The Artima Developer Community
Sponsored Link

Weblogs Forum
Associative Fold (i.e. Reduce) as a Primitive Operation

11 replies on 1 page. Most recent reply: May 3, 2006 10:09 AM by Max Lybbert

Welcome Guest
  Sign In

Go back to the topic listing  Back to Topic List Click to reply to this topic  Reply to this Topic Click to search messages in this forum  Search Forum Click for a threaded view of the topic  Threaded View   
Previous Topic   Next Topic
Flat View: This topic has 11 replies on 1 page
Christopher Diggins

Posts: 1215
Nickname: cdiggins
Registered: Feb, 2004

Associative Fold (i.e. Reduce) as a Primitive Operation (View in Weblogs)
Posted: Apr 29, 2006 3:59 PM
Reply to this message Reply
Summary
I still don't quite get it, shouldn't every new language support a primitive Reduce() operation in anticipation of the brave new parallel world?
Advertisement
So last I heard reduce() is still on its way out of Python 3000. I still don't get the rationale. Something about it making code hard to read. As far as I can tell, having a reduce() operation as a primitive means that a compiler can easily parallelize the code. Or am I missing something here? Hasn't Google proven that? And its not just Python that I am concerned about. What about Microsoft's CLI or Perl's Parrot or Java's bytecode? They all seem to be stuck in the single processor mode of thinking. I can't think of any good reason to not start embracing parallel operations at the lowest level.


Kay Schluehr

Posts: 302
Nickname: schluehk
Registered: Jan, 2005

Re: Associative Fold (i.e. Reduce) as a Primitive Operation Posted: Apr 29, 2006 11:37 PM
Reply to this message Reply
> So last I heard reduce() is still on its way out of Python
> 3000. I still don't get the rationale. Something about it
> making code hard to read. As far as I can tell, having a
> reduce() operation as a primitive means that a compiler
> can easily parallelize the code. Or am I missing something
> here?

Don't you confuse the requirements of reduce() ( or fold() ) with those of map()? While map() shall obviously be parallelizable if the underlying container could be distributed across several processors, reduce() is a recursively ( or iteratively ) defined functional analog of a for-loop and necessarily sequential.

Tim LS

Posts: 37
Nickname: parchandri
Registered: Jul, 2005

Re: Associative Fold (i.e. Reduce) as a Primitive Operation Posted: Apr 30, 2006 8:53 AM
Reply to this message Reply
Here is my understanding. :)

Basically it comes down to this: It is easier to grok a for loop than grok the new concepts of 'associative operation' and 'reduce'.

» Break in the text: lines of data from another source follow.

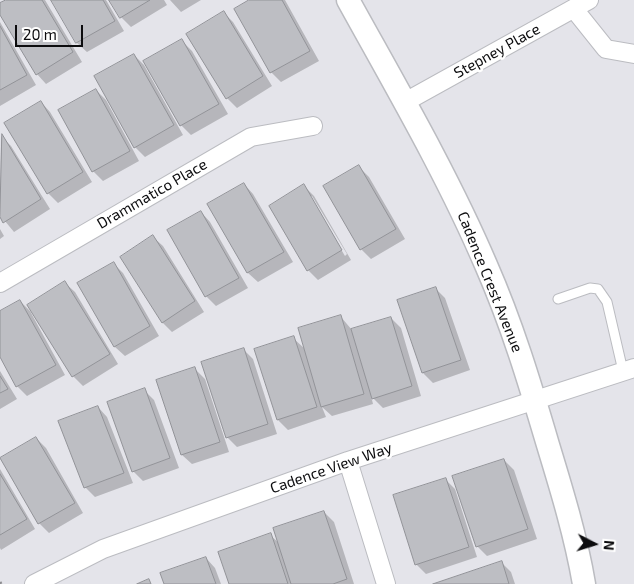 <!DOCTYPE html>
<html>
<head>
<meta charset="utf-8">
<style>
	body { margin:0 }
	#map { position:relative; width:634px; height:584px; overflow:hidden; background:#e4e4ea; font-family:"Exo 2",sans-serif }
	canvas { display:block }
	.north { position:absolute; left:569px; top:519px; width:50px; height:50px; -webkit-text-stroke:4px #fff; paint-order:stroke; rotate:95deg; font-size:14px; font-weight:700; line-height:20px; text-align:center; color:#0c0c0e }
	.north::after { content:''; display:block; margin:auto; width:18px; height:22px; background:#0c0c0e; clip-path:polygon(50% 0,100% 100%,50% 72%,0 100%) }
	.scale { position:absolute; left:15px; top:25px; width:68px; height:22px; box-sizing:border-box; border:2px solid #0c0c0e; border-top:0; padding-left:6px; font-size:15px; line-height:18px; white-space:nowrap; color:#0c0c0e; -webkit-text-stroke:4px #fff; paint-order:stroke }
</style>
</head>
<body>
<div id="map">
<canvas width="634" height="584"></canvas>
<div class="north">N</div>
<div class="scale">20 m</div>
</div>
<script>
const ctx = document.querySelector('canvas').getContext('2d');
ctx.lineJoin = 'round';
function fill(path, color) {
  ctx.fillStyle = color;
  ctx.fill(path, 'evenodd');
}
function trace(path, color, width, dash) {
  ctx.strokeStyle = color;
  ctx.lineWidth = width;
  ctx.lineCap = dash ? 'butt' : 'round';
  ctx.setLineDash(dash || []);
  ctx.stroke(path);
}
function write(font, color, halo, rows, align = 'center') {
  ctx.font = font + ' "Exo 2",sans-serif';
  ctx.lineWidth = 5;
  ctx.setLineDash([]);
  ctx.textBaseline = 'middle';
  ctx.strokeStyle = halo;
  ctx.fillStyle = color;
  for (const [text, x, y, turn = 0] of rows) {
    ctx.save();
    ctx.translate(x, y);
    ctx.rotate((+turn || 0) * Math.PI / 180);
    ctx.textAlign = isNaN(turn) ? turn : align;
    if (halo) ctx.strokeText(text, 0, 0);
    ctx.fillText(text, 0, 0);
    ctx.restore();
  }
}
fill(new Path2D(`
	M8 0H45L82 62 46 84 37 74 0 12V5Z
	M53 0H106L124 31 87 52 77 43Z
	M111 0H164L167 5 131 27 121 17Z
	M170 0H201L181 12Z
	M252 0H285L319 61 281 82 271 72Z
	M224 13 233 22 272 86 237 108 227 98Z
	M0 22 36 85 0 106Z
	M182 41 192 51 228 114 191 135 181 125Z
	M134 55 144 65 183 135 145 157 135 147Z
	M96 90 106 100 139 161 103 181 93 171Z
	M41 102 50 112 92 182 58 203 48 193Z
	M1 136 11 146 50 209 14 232 0 215Z
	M359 167 369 177 405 239 371 259 361 249Z
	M244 184 253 194 293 262 258 282 248 273Z
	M304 186 314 196 351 260 318 280 308 270ZM309 196H312L347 254 345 256Z
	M201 212 210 222 248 288 216 306 206 296Z
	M0 229 4 236 0 239Z
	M153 237 163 246 204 312 172 332 162 322Z
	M113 263 123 273 159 336 125 356 115 347 79 283Z
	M65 283 75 292 118 364 83 386 73 376Z
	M435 288 445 298 470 370 433 383 423 373 398 301Z
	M20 301 30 311 65 375 27 396 17 386 0 355V312Z
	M341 317 352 330 391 318 401 328 421 396 383 408 371 396 373 404 332 416 322 407 326 417 288 430 278 420 256 350 293 338 305 349Z
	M243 349 253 359 277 434 237 447 227 437Z
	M195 369 205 379 229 452 192 464 182 455Z
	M0 371 17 399 0 409Z
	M144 390 154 400 179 468 143 481 133 471Z
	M98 407 107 417 133 483 95 497 86 488 60 422Z
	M36 438 46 448 83 513 49 533 39 523Z
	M504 460 514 470 537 539 487 556 477 546Z
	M0 469 35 529 1 550 0 548Z
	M445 479 455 489 477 557 426 574 416 564Z
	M324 512 334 522 354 584H230L270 535 279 543Z
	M206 558 215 568 221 584H165Z
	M501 562 511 572 515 584H437Z`), '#0003');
const building = new Path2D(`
	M6 0H42L73 52 36 75 0 15V3Z
	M51 0H103L115 21 76 43Z
	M109 0H150L120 18Z
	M249 0H282L310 51 270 73 234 9Z
	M224 11 263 76 226 99 186 34Z
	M0 26 27 75 0 90Z
	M182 39 219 104 180 126 143 61Z
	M134 54 174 125 134 148 94 76Z
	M96 89 130 151 92 172 58 110Z
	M41 101 83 172 47 194 4 123Z
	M2 134 41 199 3 223 0 217Z
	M359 165 396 229 360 250 323 186Z
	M244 183 284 252 247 273 207 204Z
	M304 184 342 250 307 271 269 206Z
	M201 211 239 278 205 297 167 230Z
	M153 235 195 301 162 323 120 257Z
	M114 262 150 326 114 347 77 283Z
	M65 281 110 354 72 377 27 305Z
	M436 287 461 360 422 373 397 300Z
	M20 300 56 365 16 387 0 357V311Z
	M341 315 364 394 321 407 298 328Z
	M391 317 412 386 372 399 351 329Z
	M294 336 317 407 277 420 254 349Z
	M244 348 268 424 226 438 201 362Z
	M195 367 220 442 181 455 156 380Z
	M0 376 8 389 0 393Z
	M145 388 170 458 132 472 107 402Z
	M98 406 124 473 84 488 58 421Z
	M36 437 75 503 38 524 0 458Z
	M504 459 528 529 476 547 452 476Z
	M0 474 27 519 0 535Z
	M446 478 469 547 415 565 393 495Z
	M324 511 347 579 333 584H291L273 528Z
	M271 533 288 584H229L218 552Z
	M206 557 216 584H164L160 573Z
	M502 561 509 584H433Z
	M149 579 151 584H137Z`);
fill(building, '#bdbec3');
trace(building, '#929398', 1);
const service = new Path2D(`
	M558 299 590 288 598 289 607 302 623 371`);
const minor = new Path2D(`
	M574 9 606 49 634 54
	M405 102 589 0
	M0 283 251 137 313 126
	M348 461 386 584
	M34 584 103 549 348 461 634 368`);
const tertiary = new Path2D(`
	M348 0C396 87 447 174 486 265 512 324 530 384 548 445 562 491 576 537 584 584`);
trace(service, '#bbbcc1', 11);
trace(minor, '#bbbcc1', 20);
trace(tertiary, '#bbbcc1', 25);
trace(new Path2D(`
	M0 582 1 584`), '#8d8d91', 3, [2.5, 2.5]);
trace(service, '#fff', 9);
trace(minor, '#fff', 18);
trace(tertiary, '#fff', 22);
write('15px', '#0c0c0e', '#fff', [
	["Stepney Place",497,51,-29],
	["Drammatico Place",152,194,-30],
	["Cadence Crest Avenue",490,282,68],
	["Cadence View Way",331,468,-19]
]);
</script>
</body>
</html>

Also, it lets people write wrong code they can't debug. As you say, it has to be associative. This is fine for addition, and multiplication and probably a lot of things, but if you forget that and get it wrong (use it with a non-associative operation), the compiler won't check it, the results will be parallelization dependent, and user opaque.

Another problem is that it's not so easy to optimise in the general case. Dealing with objects, you could spawn a worker thread to process the back half of the list separately. But 4 times out of 5 there might be a penalty or no benefit from that parallelization.

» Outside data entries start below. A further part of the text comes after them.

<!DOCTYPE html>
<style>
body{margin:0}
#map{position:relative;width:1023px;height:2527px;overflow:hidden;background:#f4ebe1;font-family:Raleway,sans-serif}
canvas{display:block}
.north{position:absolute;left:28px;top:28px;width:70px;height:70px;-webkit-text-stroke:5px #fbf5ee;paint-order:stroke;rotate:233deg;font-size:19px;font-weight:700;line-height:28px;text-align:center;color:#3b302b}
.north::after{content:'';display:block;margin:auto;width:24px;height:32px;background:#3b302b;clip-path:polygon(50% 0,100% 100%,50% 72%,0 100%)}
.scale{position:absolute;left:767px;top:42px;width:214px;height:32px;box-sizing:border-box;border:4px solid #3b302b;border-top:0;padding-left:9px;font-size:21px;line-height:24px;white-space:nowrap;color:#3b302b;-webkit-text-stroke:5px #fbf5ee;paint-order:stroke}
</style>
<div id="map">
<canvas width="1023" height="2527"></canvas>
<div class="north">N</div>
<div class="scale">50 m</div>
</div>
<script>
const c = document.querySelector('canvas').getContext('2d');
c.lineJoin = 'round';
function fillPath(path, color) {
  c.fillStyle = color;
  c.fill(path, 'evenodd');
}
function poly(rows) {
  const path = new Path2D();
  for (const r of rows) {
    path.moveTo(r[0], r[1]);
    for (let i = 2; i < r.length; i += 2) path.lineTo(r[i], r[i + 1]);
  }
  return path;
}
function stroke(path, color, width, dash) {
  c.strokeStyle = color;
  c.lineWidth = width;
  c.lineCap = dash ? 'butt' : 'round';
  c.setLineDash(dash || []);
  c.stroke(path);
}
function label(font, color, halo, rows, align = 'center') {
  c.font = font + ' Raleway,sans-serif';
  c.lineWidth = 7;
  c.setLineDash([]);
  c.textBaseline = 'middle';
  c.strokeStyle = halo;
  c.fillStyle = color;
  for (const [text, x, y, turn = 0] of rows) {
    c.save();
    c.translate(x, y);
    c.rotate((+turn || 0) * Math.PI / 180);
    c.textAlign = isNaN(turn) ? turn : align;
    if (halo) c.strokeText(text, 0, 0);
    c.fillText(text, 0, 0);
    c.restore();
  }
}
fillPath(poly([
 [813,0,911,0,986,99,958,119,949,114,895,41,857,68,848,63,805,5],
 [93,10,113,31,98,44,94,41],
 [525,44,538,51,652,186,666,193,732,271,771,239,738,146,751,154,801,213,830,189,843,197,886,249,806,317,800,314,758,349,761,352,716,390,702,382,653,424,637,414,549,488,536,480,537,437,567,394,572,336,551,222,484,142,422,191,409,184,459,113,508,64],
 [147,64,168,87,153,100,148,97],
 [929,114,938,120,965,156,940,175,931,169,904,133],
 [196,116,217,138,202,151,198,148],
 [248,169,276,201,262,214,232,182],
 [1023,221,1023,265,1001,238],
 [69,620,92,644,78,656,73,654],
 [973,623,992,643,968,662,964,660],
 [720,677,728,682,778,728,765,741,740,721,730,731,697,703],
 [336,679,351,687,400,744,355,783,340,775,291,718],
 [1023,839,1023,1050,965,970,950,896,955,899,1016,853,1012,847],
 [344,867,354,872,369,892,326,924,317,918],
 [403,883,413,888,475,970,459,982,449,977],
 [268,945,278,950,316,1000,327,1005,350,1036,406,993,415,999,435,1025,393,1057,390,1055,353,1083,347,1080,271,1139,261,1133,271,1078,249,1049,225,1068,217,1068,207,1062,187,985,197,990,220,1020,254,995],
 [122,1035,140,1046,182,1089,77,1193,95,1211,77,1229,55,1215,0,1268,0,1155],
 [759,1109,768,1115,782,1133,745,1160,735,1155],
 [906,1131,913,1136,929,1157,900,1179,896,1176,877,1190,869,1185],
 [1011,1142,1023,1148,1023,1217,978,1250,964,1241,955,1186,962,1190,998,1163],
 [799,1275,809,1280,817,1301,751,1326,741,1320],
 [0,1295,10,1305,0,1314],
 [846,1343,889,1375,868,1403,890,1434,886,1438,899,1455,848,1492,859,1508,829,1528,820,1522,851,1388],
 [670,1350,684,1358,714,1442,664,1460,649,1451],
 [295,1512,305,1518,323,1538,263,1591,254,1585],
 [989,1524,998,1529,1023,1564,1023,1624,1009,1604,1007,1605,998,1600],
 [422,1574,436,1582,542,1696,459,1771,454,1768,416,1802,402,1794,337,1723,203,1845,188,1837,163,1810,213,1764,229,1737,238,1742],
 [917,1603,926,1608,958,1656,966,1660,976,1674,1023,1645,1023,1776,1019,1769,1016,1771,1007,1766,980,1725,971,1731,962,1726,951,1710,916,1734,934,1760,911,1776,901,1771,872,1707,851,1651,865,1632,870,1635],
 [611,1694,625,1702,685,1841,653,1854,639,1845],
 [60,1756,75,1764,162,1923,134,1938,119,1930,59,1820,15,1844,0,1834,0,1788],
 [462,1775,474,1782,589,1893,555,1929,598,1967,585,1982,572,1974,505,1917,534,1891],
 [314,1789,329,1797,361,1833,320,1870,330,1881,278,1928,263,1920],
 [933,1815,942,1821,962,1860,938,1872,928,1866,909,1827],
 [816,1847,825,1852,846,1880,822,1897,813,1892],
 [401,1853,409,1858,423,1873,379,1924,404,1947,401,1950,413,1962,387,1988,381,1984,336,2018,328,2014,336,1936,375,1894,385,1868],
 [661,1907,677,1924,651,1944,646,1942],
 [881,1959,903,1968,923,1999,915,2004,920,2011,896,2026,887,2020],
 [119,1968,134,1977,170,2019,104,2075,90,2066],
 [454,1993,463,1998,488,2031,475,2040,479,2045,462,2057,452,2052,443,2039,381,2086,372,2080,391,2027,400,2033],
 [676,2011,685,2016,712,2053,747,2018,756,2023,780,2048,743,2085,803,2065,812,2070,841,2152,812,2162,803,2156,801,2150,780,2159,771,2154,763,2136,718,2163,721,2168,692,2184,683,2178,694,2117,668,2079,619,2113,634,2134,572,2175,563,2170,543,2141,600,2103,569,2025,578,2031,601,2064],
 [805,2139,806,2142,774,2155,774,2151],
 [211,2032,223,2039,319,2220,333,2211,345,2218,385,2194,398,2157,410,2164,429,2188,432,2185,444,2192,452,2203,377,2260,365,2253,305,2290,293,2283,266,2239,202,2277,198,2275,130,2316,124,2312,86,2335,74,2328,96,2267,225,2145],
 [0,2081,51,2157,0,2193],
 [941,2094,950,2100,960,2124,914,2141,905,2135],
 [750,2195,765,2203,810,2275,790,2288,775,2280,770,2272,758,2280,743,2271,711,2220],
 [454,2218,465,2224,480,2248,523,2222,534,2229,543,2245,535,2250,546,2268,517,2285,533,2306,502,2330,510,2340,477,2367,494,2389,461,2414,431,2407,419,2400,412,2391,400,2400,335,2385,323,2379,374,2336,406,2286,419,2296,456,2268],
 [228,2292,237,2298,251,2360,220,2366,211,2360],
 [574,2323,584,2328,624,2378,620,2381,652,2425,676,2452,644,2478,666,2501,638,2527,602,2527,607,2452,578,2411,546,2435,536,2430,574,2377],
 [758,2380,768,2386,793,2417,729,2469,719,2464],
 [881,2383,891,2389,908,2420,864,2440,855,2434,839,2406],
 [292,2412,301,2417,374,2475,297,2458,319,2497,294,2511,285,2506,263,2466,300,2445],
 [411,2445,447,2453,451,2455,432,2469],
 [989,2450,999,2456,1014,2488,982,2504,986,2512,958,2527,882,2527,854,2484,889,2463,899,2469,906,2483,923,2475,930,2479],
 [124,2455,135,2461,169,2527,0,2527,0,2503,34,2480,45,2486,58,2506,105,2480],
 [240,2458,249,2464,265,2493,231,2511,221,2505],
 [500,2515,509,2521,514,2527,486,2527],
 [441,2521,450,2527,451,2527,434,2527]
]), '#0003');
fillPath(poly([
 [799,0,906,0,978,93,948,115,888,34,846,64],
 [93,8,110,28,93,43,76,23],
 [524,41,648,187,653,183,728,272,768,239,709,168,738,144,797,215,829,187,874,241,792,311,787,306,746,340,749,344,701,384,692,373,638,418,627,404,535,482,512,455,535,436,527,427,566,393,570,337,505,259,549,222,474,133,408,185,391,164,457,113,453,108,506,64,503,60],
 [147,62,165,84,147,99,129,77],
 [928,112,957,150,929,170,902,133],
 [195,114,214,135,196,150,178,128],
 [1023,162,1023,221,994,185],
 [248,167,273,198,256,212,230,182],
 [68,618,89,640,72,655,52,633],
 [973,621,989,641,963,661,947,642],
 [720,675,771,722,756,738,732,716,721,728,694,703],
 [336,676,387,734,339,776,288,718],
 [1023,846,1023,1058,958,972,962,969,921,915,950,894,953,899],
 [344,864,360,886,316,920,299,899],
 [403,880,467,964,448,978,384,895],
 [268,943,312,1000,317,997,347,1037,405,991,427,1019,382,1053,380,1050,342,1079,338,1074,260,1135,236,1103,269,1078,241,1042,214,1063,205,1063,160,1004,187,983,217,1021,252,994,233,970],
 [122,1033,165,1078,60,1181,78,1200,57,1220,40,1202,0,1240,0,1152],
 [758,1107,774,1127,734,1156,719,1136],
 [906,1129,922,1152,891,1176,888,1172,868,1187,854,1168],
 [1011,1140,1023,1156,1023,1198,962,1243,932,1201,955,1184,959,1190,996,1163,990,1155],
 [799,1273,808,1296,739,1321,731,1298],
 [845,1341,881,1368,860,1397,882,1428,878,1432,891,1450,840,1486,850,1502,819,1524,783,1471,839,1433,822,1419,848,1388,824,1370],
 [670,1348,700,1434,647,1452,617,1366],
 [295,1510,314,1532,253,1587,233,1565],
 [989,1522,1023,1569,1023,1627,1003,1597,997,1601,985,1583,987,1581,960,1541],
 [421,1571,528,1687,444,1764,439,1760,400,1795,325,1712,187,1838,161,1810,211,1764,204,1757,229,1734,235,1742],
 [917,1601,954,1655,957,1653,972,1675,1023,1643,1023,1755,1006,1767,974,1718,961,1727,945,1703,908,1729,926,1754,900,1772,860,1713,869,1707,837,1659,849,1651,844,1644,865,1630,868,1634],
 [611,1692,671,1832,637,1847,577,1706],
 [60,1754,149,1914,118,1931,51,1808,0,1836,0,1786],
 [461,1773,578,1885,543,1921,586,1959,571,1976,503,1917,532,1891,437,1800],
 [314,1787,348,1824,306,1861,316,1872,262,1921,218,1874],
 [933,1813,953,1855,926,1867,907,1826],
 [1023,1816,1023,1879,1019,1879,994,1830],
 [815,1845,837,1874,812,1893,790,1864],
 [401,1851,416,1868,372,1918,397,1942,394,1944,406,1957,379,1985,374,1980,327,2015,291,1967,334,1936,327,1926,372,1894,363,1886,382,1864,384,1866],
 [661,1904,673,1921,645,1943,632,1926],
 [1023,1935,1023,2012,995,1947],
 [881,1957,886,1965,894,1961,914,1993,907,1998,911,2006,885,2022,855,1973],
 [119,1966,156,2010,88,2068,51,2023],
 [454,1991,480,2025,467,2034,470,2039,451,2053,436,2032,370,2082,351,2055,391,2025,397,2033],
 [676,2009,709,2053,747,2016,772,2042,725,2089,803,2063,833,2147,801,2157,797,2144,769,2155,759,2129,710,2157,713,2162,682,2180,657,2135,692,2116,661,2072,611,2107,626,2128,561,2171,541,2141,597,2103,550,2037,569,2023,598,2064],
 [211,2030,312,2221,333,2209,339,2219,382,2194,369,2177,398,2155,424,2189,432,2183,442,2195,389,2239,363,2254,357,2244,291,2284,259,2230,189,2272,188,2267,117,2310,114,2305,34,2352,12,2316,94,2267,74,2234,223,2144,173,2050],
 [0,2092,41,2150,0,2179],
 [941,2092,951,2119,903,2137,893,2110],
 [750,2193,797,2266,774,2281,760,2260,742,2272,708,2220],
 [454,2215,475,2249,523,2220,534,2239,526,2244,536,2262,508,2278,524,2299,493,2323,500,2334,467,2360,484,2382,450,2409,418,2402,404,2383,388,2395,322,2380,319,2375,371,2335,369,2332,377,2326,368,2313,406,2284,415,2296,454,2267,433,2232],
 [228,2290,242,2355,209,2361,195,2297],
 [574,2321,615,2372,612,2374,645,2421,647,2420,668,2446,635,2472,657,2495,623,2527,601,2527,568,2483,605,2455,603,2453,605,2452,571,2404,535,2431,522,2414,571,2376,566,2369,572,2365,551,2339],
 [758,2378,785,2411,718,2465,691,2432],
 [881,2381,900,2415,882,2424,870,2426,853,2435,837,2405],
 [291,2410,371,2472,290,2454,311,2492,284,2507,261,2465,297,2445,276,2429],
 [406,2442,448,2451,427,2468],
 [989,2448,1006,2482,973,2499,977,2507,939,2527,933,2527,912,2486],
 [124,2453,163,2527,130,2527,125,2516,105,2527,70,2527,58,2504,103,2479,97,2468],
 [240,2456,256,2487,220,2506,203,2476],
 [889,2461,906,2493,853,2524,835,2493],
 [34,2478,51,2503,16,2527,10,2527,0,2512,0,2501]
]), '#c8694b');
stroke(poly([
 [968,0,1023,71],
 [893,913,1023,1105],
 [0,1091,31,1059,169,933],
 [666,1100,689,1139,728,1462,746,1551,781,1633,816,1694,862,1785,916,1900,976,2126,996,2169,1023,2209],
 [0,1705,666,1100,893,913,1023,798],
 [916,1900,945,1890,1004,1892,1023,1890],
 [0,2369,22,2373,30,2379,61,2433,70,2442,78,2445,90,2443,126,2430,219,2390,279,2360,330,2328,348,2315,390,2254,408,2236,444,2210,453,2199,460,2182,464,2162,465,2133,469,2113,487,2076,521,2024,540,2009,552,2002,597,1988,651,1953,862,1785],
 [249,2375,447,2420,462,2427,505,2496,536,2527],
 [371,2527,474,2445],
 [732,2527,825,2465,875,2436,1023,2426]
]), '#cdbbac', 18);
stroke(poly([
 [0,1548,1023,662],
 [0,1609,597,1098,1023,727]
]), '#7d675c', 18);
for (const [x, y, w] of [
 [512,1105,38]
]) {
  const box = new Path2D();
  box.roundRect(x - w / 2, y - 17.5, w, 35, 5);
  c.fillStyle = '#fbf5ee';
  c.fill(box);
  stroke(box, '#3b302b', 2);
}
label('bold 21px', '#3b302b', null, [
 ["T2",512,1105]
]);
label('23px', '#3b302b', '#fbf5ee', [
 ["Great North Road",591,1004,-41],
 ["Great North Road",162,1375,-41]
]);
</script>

High performance code is not the first goal of python, too. If you're doing something really computationally intensive with python, you're probably better off writing it in C and wrapping it up in python anyway, due to overhead.

Having 2 ways to do things makes code harder to read too. Your codebase can become inconsistent due to personal preference. Or perhaps because reduce performs faster for a particular case.

Christopher Diggins

Posts: 1215
Nickname: cdiggins
Registered: Feb, 2004

Re: Associative Fold (i.e. Reduce) as a Primitive Operation Posted: Apr 30, 2006 9:09 AM
Reply to this message Reply
> Don't you confuse the requirements of reduce() ( or fold()
> ) with those of map()?

Someone at Lambda-the-Ultimate pointed out that I am confused with aggregate functions: http://lambda-the-ultimate.org/node/1438

> While map() shall obviously be
> parallelizable if the underlying container could be
> distributed across several processors, reduce() is a
> recursively ( or iteratively ) defined functional analog
> of a for-loop and necessarily sequential.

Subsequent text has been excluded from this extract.